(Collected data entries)
========
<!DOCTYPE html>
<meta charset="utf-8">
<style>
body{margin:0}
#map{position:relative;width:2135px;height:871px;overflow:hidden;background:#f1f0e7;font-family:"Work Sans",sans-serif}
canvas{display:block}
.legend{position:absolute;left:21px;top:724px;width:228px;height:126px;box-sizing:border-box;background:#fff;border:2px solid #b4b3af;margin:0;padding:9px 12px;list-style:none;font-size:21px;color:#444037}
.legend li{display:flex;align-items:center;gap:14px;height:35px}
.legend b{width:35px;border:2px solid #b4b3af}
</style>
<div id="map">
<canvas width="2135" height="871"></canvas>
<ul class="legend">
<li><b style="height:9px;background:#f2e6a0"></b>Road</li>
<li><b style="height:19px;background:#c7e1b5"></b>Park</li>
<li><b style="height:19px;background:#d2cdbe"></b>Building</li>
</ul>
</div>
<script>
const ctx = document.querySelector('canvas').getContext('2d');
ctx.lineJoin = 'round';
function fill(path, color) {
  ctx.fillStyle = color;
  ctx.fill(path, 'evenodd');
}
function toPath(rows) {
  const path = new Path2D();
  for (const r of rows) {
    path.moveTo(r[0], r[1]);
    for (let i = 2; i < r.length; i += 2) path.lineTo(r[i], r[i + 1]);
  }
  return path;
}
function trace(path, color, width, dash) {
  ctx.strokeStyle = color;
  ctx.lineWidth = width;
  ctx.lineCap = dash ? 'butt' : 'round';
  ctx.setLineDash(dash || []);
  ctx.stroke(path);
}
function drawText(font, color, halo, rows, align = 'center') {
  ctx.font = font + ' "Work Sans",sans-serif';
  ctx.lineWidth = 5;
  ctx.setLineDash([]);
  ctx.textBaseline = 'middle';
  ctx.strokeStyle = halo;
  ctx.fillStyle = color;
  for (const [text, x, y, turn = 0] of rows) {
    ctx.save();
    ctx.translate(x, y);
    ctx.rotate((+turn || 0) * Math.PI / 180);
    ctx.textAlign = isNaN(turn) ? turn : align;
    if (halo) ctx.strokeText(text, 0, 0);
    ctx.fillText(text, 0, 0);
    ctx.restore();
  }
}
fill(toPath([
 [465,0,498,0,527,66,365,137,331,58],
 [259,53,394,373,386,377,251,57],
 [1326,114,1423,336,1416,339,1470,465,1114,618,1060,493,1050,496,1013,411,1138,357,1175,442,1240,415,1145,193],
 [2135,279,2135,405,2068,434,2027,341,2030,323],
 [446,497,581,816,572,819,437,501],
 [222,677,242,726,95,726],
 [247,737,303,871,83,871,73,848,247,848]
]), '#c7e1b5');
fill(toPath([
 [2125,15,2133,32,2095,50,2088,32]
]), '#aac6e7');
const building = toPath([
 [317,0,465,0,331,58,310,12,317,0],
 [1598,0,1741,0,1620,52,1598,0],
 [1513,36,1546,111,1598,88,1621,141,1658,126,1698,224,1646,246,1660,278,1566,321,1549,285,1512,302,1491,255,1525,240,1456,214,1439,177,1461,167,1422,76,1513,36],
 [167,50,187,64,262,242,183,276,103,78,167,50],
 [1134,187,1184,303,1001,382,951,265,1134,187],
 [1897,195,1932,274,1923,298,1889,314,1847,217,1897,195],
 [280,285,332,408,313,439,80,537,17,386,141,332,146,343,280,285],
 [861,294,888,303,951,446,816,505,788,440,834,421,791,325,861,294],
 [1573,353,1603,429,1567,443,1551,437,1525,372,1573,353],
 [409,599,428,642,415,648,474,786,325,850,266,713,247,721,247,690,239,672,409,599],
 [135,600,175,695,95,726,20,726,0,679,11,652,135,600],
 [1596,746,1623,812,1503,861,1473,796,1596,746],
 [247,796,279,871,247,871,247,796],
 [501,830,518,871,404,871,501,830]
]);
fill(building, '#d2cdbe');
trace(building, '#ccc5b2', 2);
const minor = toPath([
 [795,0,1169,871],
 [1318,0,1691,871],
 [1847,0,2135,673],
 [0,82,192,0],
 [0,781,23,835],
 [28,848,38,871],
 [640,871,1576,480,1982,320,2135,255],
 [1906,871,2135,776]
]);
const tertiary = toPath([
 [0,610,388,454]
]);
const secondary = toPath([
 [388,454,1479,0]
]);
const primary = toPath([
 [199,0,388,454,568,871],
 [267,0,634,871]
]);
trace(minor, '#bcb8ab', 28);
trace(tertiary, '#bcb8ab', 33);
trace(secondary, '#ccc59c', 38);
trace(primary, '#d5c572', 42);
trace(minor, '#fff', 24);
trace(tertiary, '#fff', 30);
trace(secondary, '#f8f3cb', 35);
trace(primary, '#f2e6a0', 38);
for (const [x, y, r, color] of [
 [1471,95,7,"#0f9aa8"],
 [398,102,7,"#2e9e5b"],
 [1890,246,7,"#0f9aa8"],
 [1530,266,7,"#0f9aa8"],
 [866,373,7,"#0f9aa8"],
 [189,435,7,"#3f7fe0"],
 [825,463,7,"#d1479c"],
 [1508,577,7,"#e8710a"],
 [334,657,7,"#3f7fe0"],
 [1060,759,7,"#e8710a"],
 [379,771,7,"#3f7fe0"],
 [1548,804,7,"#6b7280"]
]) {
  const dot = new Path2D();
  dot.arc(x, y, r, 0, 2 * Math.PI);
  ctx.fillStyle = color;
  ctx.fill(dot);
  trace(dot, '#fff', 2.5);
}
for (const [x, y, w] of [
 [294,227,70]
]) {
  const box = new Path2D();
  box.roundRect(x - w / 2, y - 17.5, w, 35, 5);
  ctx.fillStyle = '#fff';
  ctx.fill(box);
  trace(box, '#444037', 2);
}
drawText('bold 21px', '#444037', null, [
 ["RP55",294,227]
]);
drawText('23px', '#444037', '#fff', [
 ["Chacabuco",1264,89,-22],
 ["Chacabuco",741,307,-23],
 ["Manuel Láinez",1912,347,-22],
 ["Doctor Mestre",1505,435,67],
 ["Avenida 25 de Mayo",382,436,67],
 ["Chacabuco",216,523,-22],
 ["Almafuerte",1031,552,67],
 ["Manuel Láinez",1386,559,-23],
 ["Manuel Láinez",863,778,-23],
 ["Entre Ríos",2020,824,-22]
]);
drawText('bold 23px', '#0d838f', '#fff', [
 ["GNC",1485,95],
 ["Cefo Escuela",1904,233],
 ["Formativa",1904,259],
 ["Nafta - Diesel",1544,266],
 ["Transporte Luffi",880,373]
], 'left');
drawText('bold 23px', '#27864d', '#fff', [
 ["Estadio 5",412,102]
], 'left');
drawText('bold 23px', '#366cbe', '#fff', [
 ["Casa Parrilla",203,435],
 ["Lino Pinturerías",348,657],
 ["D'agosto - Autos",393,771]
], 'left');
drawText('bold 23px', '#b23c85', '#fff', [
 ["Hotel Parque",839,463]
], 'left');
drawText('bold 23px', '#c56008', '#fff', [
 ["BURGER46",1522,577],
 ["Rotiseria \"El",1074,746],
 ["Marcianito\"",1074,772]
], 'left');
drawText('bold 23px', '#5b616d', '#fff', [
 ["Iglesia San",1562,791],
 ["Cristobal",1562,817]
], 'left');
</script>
========
__Task instructions__.
Each line in the data that holds the word "canvas" must be copied.

__Solution to the exercise__.
canvas{display:block}
<canvas width="2135" height="871"></canvas>
const ctx = document.querySelector('canvas').getContext('2d');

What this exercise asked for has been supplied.